## Provided material
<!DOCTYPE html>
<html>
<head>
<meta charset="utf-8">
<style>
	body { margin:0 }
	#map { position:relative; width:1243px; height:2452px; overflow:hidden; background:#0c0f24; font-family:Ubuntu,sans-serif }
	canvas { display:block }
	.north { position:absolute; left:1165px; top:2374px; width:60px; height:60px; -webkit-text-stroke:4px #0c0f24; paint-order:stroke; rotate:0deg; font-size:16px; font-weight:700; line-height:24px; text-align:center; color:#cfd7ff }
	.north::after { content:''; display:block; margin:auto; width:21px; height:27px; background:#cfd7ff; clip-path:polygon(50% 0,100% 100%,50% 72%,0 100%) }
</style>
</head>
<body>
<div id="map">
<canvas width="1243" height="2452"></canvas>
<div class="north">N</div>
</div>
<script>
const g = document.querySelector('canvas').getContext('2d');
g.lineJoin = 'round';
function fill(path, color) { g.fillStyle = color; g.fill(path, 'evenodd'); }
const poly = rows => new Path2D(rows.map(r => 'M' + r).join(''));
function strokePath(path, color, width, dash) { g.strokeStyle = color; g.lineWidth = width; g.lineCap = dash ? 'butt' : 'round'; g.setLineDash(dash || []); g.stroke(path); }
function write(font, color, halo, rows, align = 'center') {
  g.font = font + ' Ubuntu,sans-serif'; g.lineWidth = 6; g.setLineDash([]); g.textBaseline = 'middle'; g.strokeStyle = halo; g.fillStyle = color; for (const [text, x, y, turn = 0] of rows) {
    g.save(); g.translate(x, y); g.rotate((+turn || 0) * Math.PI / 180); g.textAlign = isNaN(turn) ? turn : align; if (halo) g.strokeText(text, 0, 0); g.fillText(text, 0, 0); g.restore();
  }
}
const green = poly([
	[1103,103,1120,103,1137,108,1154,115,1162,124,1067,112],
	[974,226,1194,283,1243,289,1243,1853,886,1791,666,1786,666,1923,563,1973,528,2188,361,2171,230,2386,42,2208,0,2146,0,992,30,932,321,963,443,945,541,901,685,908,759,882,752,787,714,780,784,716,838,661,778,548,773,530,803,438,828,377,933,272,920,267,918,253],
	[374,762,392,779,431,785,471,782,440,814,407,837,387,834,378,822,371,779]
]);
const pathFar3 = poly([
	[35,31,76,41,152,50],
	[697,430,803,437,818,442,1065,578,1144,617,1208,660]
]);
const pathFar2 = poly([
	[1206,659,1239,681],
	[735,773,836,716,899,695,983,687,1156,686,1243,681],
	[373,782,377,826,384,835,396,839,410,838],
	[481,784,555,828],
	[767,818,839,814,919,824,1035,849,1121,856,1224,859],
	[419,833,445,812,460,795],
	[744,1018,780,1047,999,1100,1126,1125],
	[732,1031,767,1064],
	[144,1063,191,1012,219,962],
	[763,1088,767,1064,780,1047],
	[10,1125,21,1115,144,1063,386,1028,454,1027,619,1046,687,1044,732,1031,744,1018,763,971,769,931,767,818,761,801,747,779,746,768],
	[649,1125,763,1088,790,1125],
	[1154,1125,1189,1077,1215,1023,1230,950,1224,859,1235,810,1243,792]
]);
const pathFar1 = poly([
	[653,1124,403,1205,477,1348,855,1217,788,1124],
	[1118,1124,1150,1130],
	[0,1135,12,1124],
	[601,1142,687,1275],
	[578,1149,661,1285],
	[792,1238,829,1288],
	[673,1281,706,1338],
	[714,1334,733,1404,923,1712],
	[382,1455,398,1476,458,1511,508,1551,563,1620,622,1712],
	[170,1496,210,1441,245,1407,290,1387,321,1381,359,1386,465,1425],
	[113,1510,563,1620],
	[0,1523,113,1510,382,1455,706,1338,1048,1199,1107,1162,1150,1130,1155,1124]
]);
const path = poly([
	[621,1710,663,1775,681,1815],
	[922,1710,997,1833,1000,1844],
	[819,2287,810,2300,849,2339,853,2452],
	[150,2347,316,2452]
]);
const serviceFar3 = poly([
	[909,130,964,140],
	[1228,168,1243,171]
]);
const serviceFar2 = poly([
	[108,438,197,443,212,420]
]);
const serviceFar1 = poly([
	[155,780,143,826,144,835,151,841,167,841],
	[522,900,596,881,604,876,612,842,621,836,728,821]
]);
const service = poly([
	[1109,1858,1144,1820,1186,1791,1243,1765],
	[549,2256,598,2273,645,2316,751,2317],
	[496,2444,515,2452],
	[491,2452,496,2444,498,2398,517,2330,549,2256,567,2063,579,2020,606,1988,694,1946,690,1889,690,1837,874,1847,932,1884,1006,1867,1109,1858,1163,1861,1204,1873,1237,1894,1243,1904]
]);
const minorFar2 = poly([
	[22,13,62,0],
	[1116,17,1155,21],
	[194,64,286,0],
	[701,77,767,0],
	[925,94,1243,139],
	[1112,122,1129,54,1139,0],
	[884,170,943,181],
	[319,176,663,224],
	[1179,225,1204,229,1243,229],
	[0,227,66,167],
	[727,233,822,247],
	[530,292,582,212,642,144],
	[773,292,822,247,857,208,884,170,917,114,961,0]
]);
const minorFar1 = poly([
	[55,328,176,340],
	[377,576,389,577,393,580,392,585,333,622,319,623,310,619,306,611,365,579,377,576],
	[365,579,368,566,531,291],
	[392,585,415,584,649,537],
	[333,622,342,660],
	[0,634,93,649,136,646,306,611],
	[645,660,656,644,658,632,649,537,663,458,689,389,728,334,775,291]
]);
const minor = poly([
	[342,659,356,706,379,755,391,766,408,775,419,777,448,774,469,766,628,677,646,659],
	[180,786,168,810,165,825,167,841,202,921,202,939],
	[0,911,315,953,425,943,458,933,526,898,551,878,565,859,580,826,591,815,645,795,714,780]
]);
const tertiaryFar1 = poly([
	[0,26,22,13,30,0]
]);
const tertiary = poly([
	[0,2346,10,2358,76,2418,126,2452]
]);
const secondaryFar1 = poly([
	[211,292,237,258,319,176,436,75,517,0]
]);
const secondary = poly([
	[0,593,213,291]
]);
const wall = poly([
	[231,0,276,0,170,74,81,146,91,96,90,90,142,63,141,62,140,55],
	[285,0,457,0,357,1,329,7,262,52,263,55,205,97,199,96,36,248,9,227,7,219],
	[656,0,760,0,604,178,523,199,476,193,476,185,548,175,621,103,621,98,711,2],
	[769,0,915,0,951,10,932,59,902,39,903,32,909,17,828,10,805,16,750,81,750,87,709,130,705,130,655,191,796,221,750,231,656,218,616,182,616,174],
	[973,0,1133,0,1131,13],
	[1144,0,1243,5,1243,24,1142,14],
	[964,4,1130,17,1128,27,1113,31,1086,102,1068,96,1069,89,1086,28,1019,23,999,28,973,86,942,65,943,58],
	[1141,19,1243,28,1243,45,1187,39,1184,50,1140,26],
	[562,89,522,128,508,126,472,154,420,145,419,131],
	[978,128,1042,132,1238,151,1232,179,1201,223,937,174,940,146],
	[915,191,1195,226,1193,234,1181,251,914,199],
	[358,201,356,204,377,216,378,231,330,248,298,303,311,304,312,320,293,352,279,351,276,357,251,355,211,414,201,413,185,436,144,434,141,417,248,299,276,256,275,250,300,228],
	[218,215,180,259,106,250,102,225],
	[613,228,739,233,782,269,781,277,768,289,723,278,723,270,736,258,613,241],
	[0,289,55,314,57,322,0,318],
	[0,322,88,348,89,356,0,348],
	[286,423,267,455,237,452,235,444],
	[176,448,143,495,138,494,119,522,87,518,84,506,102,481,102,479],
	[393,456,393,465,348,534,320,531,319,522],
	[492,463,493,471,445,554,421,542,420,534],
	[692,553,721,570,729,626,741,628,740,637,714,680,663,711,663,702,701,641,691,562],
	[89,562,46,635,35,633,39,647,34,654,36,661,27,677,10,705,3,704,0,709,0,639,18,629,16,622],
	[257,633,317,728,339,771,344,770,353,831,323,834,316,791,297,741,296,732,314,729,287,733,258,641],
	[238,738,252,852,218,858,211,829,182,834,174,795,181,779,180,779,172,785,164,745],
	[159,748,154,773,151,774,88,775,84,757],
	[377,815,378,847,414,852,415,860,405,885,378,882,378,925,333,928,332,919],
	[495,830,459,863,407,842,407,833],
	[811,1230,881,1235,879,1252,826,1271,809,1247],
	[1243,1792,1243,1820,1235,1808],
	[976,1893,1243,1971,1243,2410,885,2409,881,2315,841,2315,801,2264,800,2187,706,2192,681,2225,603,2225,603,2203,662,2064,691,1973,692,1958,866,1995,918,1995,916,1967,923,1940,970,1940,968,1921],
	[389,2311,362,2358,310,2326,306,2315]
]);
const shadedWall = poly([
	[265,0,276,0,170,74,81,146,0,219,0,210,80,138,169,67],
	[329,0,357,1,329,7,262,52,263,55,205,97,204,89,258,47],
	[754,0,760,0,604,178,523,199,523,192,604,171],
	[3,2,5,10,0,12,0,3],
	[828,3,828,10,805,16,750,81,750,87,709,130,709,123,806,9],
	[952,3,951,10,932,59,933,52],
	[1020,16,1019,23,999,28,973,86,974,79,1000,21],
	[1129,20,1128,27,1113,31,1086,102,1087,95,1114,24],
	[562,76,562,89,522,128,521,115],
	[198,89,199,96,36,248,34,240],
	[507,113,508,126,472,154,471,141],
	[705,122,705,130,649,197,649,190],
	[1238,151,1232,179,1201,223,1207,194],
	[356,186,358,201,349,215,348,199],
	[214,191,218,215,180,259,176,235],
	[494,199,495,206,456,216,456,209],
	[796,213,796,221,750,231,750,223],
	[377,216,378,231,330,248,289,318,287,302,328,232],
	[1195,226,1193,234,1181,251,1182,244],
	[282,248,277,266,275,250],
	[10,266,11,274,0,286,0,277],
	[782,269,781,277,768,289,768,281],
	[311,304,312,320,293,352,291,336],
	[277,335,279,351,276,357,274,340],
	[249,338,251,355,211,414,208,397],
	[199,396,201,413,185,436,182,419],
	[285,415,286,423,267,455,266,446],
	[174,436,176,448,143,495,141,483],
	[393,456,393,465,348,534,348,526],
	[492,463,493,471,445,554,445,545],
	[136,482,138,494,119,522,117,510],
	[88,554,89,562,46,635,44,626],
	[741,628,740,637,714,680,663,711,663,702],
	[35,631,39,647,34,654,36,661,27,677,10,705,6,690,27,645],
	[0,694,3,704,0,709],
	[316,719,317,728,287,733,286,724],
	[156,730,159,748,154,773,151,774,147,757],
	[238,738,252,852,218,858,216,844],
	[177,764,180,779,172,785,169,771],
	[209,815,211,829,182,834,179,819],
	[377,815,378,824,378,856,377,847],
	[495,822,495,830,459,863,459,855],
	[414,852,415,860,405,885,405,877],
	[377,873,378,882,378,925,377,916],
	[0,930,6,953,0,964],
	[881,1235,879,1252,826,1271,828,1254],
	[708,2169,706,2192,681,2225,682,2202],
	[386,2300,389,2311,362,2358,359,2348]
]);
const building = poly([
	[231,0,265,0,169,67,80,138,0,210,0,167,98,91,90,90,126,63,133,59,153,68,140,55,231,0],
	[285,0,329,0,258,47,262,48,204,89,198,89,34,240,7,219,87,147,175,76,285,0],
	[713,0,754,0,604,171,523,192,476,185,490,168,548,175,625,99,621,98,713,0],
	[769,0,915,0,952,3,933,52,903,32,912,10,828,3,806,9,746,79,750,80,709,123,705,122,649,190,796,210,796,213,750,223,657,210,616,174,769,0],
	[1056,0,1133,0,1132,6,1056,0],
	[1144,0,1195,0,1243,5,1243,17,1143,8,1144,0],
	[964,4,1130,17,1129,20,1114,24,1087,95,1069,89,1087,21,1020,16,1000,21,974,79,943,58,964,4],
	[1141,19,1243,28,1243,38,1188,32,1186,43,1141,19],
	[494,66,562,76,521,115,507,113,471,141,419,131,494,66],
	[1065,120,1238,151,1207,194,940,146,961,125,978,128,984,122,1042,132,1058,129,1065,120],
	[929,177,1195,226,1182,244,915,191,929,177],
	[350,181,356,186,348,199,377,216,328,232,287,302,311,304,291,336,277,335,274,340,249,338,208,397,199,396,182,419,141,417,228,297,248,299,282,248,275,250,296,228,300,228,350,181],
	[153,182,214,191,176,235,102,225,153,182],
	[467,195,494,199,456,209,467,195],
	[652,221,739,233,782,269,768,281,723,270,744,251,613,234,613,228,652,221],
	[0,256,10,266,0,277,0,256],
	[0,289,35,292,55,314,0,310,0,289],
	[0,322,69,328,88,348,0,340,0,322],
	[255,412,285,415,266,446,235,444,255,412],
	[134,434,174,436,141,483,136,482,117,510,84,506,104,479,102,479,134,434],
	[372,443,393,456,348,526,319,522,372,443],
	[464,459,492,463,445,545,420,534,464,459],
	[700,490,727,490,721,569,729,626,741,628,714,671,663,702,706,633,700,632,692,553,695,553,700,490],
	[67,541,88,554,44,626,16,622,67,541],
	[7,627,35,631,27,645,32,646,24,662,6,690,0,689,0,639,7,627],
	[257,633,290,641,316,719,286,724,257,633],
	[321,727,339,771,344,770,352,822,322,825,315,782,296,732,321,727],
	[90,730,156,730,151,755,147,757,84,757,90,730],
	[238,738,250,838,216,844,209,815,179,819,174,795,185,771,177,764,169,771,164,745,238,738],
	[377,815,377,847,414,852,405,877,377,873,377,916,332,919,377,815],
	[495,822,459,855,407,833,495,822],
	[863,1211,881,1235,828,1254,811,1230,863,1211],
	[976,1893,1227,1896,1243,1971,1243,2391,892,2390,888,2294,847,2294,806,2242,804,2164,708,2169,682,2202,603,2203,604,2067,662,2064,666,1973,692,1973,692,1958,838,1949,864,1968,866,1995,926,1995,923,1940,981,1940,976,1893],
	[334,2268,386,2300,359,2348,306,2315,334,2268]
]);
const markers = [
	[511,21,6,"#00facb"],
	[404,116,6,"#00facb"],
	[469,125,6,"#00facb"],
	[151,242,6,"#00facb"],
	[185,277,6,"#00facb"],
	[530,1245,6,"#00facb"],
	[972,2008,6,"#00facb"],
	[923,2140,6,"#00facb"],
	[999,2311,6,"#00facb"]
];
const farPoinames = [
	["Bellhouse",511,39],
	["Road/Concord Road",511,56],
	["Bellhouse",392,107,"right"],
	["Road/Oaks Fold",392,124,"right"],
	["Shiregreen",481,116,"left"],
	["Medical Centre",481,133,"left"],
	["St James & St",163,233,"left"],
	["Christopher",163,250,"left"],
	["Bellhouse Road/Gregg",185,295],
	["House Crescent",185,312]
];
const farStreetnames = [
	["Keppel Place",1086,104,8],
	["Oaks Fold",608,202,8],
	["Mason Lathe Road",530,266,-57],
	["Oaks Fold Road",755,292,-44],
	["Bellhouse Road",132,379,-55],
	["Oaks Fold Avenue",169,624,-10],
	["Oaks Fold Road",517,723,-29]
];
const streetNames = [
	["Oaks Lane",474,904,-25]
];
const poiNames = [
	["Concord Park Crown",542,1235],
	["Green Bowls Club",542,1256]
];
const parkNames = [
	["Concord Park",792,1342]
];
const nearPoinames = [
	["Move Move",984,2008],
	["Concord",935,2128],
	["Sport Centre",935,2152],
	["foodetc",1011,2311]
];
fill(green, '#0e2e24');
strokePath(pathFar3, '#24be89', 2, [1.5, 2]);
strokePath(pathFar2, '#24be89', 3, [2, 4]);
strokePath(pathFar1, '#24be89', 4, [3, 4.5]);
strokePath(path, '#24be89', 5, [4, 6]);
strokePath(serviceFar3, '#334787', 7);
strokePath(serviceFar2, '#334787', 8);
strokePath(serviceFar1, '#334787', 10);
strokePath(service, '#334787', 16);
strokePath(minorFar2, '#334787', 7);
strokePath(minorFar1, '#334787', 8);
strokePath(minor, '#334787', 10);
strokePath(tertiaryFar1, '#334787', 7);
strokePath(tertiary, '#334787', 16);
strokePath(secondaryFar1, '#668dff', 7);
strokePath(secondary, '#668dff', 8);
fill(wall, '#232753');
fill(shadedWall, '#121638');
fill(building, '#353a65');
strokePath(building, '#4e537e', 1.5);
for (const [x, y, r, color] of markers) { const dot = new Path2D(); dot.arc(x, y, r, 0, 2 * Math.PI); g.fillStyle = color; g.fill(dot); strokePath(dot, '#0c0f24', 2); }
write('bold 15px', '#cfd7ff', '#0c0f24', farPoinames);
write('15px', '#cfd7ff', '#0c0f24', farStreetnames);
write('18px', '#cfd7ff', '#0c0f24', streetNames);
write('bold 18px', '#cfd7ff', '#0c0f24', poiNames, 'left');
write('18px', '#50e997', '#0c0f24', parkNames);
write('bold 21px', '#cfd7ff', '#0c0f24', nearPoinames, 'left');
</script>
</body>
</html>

## Exercise objective
What is needed is every line from the data above that includes the string "halo", copied out.

## Exercise result
function write(font, color, halo, rows, align = 'center') {
  g.font = font + ' Ubuntu,sans-serif'; g.lineWidth = 6; g.setLineDash([]); g.textBaseline = 'middle'; g.strokeStyle = halo; g.fillStyle = color; for (const [text, x, y, turn = 0] of rows) {
    g.save(); g.translate(x, y); g.rotate((+turn || 0) * Math.PI / 180); g.textAlign = isNaN(turn) ? turn : align; if (halo) g.strokeText(text, 0, 0); g.fillText(text, 0, 0); g.restore();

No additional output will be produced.